- ACTIVITY:
Write out the data again exactly, skipping every picture.

======== DATASET EXCERPT ========

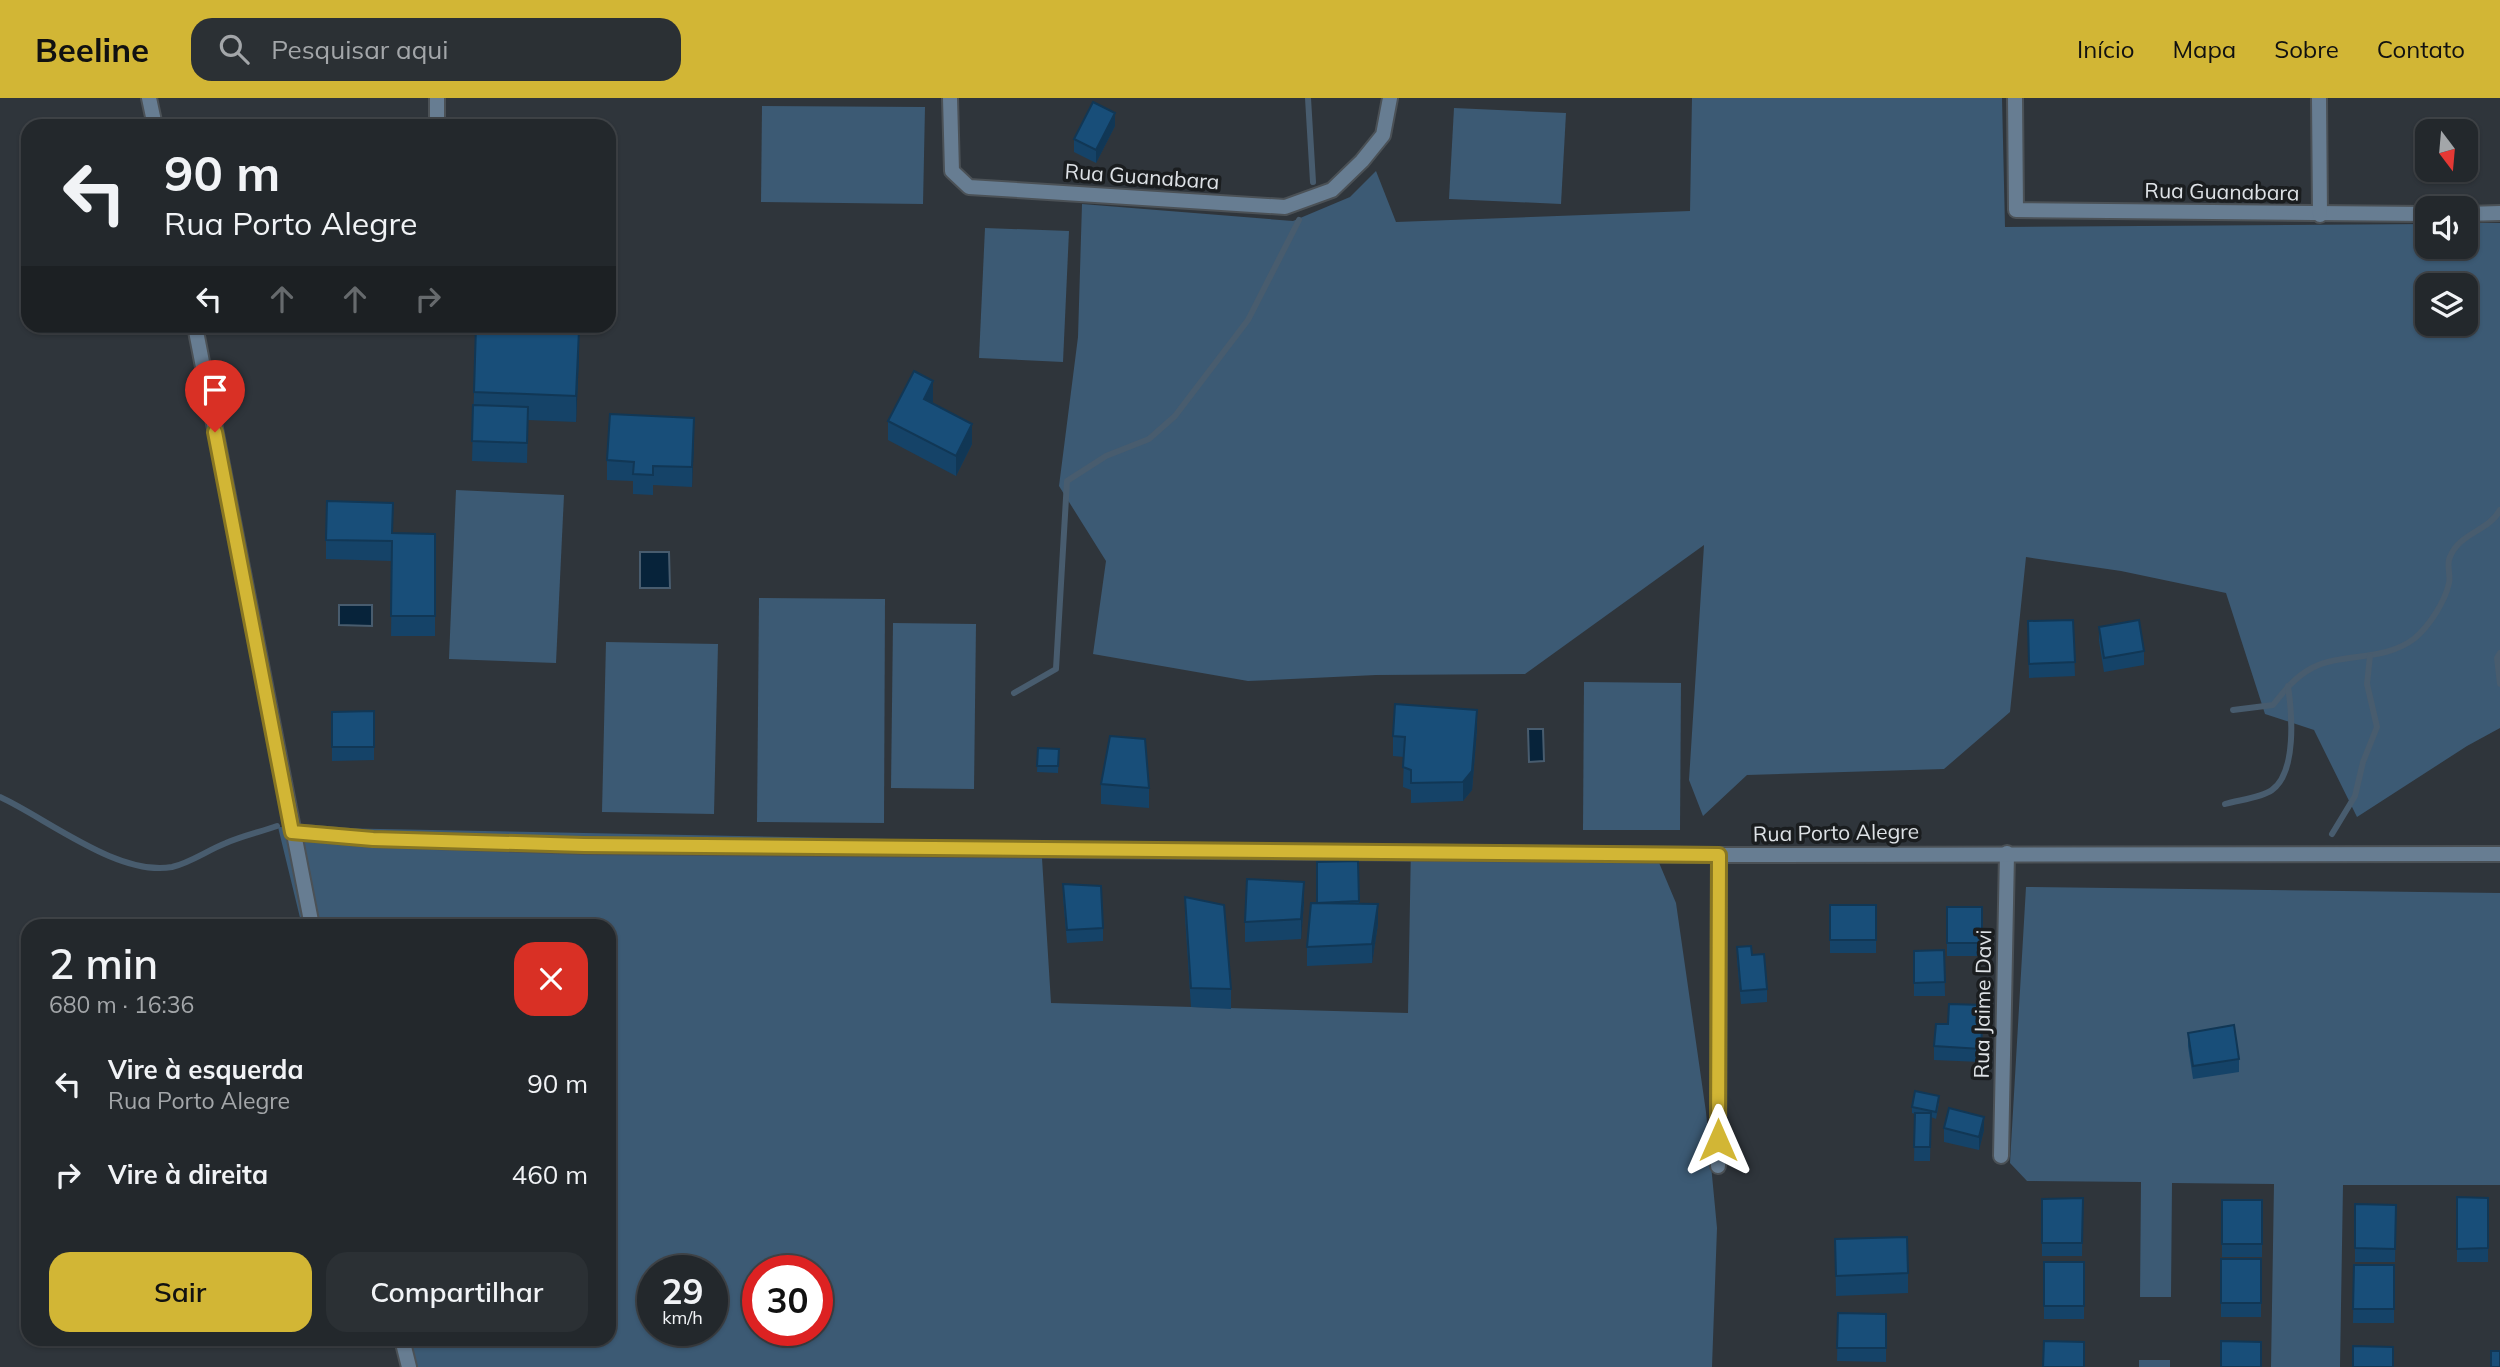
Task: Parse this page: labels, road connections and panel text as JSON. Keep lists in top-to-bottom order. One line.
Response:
{"streets":{"street":["Rua Guanabara","Rua Porto Alegre","Rua Jaime Davi"]},"crossings":[["Rua Porto Alegre","Rua Jaime Davi"]],"north":"bottom","page":{"header":"Beeline","search":"Pesquisar aqui","nav":["Início","Mapa","Sobre","Contato"],"turn":["90 m","Rua Porto Alegre"],"heading":["2 min","680 m · 16:36"],"list":[{"name":"Vire à esquerda","note":"Rua Porto Alegre","value":"90 m"},{"name":"Vire à direita","value":"460 m"}],"buttons":["Sair","Compartilhar"],"speed":"29 km/h","limit":"30"}}
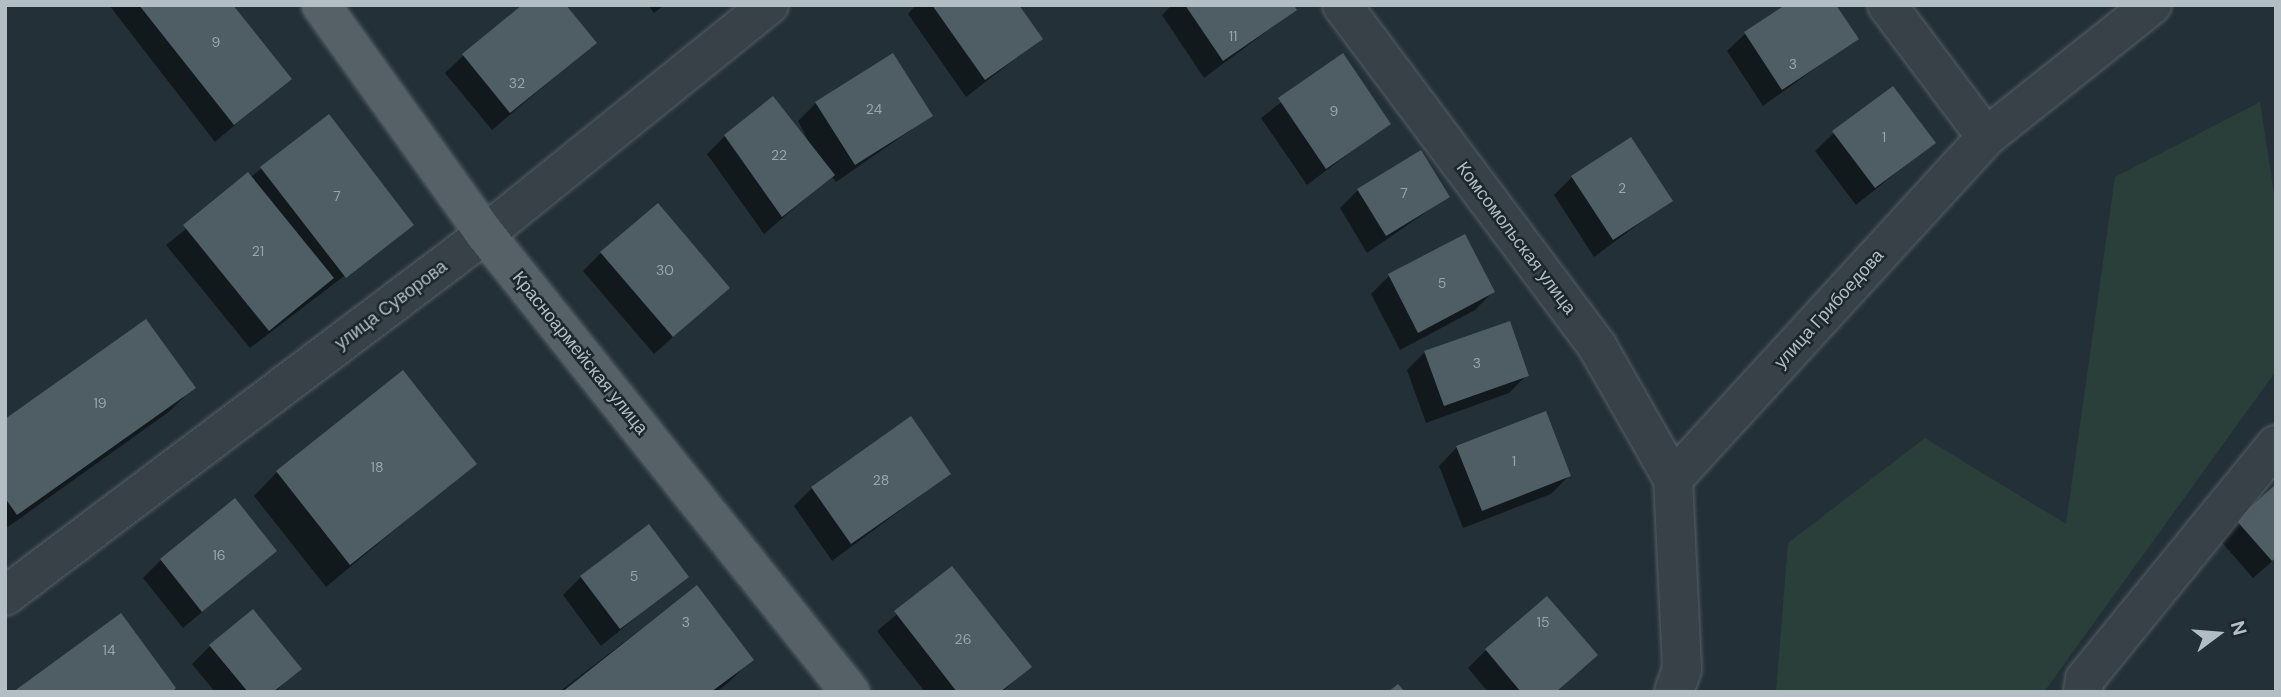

========

- WORKED SOLUTION:
Task: Parse this page: labels, road connections and panel text as JSON. Keep lists in top-to-bottom order. One line.
Response:
{"streets":{"street":["Rua Guanabara","Rua Porto Alegre","Rua Jaime Davi"]},"crossings":[["Rua Porto Alegre","Rua Jaime Davi"]],"north":"bottom","page":{"header":"Beeline","search":"Pesquisar aqui","nav":["Início","Mapa","Sobre","Contato"],"turn":["90 m","Rua Porto Alegre"],"heading":["2 min","680 m · 16:36"],"list":[{"name":"Vire à esquerda","note":"Rua Porto Alegre","value":"90 m"},{"name":"Vire à direita","value":"460 m"}],"buttons":["Sair","Compartilhar"],"speed":"29 km/h","limit":"30"}}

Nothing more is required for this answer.